▶ _EXERCISE INPUT_
#####

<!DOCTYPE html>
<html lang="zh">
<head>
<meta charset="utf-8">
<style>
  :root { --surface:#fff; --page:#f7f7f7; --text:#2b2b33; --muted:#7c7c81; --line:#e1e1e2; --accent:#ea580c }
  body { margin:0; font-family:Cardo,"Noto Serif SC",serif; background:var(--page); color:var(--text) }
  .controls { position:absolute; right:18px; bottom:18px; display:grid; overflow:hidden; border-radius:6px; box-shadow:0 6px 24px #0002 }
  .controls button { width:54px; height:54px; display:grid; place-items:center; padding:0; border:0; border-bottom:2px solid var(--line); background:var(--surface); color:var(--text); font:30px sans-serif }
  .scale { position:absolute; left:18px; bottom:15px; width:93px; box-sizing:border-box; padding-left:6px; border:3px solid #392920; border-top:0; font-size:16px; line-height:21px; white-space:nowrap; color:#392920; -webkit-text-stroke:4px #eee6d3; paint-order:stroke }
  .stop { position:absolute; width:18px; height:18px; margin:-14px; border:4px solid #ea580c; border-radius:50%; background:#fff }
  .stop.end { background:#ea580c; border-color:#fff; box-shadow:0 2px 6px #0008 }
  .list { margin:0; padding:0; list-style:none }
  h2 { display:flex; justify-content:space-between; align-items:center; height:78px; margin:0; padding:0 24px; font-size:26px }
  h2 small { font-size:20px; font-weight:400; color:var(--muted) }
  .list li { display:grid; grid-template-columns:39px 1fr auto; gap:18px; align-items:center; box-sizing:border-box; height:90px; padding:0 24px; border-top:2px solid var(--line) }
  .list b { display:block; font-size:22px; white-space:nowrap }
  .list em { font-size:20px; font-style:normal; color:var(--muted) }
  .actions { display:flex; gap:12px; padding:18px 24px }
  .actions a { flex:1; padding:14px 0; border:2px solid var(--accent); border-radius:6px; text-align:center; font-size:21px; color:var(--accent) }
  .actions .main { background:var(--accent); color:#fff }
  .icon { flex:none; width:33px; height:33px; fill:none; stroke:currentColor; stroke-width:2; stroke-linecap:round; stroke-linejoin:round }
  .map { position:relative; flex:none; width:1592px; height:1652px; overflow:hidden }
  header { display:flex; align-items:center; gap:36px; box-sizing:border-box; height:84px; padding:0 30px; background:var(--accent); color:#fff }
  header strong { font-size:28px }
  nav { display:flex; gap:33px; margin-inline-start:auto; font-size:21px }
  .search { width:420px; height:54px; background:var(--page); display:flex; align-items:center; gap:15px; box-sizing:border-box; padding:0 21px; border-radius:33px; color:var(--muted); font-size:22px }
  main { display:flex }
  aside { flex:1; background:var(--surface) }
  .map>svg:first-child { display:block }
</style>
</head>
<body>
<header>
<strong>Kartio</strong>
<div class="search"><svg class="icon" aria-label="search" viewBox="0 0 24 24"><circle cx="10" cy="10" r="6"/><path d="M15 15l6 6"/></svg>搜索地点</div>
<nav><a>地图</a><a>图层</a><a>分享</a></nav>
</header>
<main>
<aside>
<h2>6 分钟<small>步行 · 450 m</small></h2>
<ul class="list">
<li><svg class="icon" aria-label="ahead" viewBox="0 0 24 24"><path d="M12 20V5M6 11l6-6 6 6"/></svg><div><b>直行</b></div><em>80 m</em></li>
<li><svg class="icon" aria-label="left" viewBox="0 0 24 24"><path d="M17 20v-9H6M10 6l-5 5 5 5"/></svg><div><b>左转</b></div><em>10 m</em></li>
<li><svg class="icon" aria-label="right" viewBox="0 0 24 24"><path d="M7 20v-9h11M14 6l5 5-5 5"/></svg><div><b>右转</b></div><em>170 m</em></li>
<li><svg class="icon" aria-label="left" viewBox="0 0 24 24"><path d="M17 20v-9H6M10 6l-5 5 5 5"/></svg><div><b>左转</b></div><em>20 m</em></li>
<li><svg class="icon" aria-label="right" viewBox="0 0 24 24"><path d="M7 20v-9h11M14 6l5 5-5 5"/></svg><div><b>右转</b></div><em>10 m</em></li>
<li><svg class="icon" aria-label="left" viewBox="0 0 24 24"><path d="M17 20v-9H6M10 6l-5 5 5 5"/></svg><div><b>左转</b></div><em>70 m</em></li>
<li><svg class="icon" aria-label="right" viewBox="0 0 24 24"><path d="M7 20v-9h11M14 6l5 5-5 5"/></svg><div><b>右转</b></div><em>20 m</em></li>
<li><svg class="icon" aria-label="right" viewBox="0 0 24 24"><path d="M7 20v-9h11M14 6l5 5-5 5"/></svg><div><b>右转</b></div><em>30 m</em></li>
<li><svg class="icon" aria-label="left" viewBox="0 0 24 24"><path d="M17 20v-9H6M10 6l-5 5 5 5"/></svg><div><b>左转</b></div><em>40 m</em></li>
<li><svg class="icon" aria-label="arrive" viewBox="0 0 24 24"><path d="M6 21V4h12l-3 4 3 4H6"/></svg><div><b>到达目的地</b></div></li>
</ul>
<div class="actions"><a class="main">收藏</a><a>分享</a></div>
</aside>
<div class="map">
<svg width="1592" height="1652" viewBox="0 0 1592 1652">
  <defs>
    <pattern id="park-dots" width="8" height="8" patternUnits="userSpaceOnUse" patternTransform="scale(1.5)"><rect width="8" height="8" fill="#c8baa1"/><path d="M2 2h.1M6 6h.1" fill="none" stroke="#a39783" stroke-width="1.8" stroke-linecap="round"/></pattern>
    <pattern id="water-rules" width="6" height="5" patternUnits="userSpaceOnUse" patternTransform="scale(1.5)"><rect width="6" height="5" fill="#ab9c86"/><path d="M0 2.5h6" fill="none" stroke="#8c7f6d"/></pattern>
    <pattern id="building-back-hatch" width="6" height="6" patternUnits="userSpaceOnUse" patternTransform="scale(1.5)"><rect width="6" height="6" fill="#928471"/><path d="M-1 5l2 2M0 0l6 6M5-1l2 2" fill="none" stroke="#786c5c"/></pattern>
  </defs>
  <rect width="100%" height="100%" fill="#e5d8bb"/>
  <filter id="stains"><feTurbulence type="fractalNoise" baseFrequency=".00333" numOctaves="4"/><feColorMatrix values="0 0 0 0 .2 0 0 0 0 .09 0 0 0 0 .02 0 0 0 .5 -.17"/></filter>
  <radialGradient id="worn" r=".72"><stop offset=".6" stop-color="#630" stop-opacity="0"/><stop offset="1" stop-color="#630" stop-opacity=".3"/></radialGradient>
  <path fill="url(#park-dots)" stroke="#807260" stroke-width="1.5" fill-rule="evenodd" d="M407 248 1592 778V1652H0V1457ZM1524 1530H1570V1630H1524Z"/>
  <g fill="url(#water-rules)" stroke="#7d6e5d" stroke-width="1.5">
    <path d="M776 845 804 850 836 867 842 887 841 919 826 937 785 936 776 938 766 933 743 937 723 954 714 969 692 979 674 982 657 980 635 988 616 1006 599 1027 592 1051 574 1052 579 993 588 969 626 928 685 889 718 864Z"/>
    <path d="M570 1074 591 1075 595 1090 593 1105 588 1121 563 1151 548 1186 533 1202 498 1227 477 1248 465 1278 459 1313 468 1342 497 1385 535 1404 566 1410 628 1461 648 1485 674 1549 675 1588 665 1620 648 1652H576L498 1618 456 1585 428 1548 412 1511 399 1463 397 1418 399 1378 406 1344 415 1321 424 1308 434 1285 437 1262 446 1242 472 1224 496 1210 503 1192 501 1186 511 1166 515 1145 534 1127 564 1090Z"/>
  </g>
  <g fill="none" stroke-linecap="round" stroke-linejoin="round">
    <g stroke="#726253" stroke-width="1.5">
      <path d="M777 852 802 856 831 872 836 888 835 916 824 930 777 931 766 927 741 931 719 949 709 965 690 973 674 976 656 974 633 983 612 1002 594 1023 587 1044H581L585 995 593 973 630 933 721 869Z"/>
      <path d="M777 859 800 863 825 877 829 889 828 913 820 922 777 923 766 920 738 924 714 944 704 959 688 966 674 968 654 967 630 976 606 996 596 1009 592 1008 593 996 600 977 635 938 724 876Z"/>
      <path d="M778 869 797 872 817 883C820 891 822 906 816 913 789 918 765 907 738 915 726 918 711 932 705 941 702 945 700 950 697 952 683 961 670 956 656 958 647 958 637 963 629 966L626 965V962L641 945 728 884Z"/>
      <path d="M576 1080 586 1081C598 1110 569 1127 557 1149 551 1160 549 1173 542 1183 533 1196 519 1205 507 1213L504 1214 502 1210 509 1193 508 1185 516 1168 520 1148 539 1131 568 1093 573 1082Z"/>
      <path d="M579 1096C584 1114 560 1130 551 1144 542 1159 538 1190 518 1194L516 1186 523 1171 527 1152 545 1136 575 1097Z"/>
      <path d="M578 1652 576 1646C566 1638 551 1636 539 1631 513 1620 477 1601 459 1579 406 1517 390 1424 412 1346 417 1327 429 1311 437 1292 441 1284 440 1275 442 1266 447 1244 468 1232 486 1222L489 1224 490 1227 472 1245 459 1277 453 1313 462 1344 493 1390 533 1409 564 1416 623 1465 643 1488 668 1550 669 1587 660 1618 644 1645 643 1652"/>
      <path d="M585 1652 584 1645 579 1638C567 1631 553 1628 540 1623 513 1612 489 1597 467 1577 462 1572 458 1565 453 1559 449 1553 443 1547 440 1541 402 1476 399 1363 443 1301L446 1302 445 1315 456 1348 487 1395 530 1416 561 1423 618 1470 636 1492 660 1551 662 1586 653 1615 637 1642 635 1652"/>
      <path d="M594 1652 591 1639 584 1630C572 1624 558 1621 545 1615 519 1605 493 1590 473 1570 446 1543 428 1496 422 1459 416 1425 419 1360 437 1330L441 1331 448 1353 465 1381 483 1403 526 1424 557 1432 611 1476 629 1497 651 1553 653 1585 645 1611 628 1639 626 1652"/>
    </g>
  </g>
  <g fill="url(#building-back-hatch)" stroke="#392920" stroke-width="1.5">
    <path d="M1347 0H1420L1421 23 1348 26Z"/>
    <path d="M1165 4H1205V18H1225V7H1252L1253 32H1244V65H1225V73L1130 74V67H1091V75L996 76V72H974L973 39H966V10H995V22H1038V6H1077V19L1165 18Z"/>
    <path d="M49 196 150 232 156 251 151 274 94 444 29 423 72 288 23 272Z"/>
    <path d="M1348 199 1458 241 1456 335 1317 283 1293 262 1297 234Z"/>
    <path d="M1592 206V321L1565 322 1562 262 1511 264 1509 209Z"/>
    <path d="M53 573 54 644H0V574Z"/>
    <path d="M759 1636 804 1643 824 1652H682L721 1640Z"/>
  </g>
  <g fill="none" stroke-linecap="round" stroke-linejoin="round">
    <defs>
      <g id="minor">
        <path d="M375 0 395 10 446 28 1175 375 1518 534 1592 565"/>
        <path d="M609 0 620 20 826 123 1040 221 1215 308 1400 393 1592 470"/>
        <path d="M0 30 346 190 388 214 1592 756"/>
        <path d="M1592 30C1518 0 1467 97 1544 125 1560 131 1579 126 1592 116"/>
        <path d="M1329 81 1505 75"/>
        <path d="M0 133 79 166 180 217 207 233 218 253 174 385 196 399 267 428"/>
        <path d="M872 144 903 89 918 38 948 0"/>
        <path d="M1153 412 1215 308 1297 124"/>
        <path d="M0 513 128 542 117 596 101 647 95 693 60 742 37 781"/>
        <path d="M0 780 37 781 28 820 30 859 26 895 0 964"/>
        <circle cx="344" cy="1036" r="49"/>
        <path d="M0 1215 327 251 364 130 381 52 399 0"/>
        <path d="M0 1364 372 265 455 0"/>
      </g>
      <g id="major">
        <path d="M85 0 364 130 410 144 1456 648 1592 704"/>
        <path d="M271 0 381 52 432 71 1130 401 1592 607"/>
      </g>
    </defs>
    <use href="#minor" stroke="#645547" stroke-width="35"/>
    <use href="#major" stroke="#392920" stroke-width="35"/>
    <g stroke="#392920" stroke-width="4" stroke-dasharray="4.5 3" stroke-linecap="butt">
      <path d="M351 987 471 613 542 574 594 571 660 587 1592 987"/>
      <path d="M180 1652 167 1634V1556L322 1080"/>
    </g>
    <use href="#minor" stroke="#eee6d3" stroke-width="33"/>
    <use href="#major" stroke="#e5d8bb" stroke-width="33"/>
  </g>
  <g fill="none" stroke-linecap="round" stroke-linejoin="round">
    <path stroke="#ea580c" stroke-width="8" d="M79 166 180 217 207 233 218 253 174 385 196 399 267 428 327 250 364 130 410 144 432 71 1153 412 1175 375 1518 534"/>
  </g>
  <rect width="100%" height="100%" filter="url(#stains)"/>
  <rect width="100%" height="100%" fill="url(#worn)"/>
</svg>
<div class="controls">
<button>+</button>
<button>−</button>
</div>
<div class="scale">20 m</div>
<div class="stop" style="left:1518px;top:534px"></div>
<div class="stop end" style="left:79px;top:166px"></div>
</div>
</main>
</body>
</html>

#####

▶ _ABOUT THIS TASK_
Scan the listing above for the word "serif" and copy every line that holds it.

▶ _ANSWER FOR THE TASK_
  body { margin:0; font-family:Cardo,"Noto Serif SC",serif; background:var(--page); color:var(--text) }
  .controls button { width:54px; height:54px; display:grid; place-items:center; padding:0; border:0; border-bottom:2px solid var(--line); background:var(--surface); color:var(--text); font:30px sans-serif }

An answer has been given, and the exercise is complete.